This self-recovery and the redundancy of uncorrupted shares allows a system to overcome recurring faults throughout its lifetime, eventually finishing the computation (or continuing forever to maintain stored data). The second mechanismis Regenerating Codes (RC) which were extensively studied and adopted in distributed storage systems. RC are error correcting (or erasure handling) codes capable of recovering a block of a distributively held codeword from other servers' blocks. This self-healing nature enables more robustness of a code distributed over different machines. Given that the two mechanisms have a built-in self-healing (leading to stabilizing) and that both can be based on Reed Solomon Codes, it is natural to formally investigate deeper relationships between them.

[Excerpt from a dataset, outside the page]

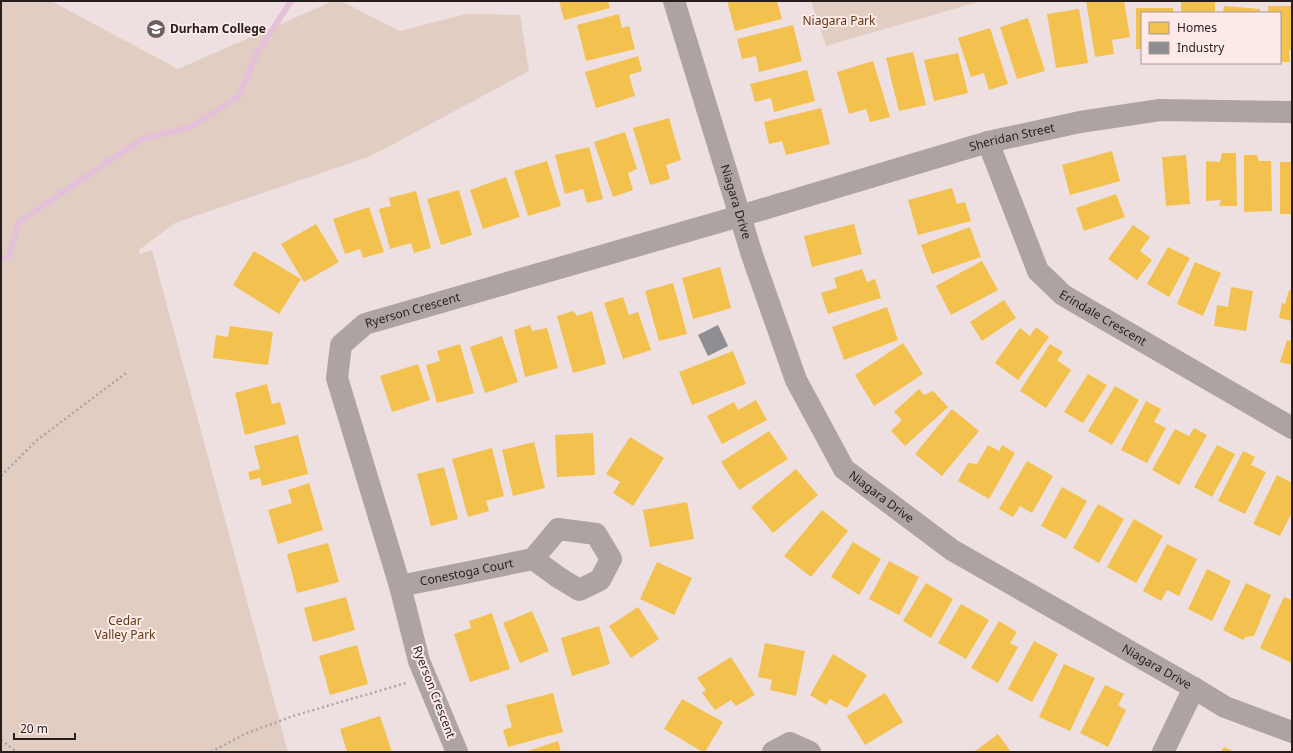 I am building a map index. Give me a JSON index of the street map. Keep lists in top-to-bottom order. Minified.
{"streets":{"street":["Sheridan Street","Niagara Drive","Ryerson Crescent","Erindale Crescent","Conestoga Court"]},"crossings":[["Sheridan Street","Niagara Drive"],["Sheridan Street","Ryerson Crescent"],["Sheridan Street","Erindale Crescent"],["Niagara Drive","Ryerson Crescent"],["Ryerson Crescent","Conestoga Court"]],"parks":["Niagara Park","Cedar Valley Park"],"places":{"school or university":["Durham College"]},"legend":["Homes","Industry"],"scale_bar":"20 m"}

We prove that a PSS scheme can be converted into an RC scheme, and that under some conditions RC can be utilized to instantiate a PSS scheme. This allows us, in turn, to leverage recent results enabling more efficient polynomial interpolation (due to Guruswami and Wooters) to improve the efficiency of a PSS scheme. We also show that if parameters are not carefully calibrated, such interpolation techniques (allowing partial word leakage) may be used to attack a PSS scheme over time. Secondly, the above relationships give rise to extended (de)coding notions. Our first example is mapping the generalized capabilities of adversaries (called generalized adversary structures) from the PSS realm into the RC one. Based on this we define a new variant of RC we call Generalized-decoding Regenerating Code (GRC) where not all network servers have a uniform sub-codeword (motivated by non-uniform probability of attacking different servers case). We finally highlight several interesting research directions due to our results, e.g., designing new improved GRC, and more adaptive RC re-coding techniques.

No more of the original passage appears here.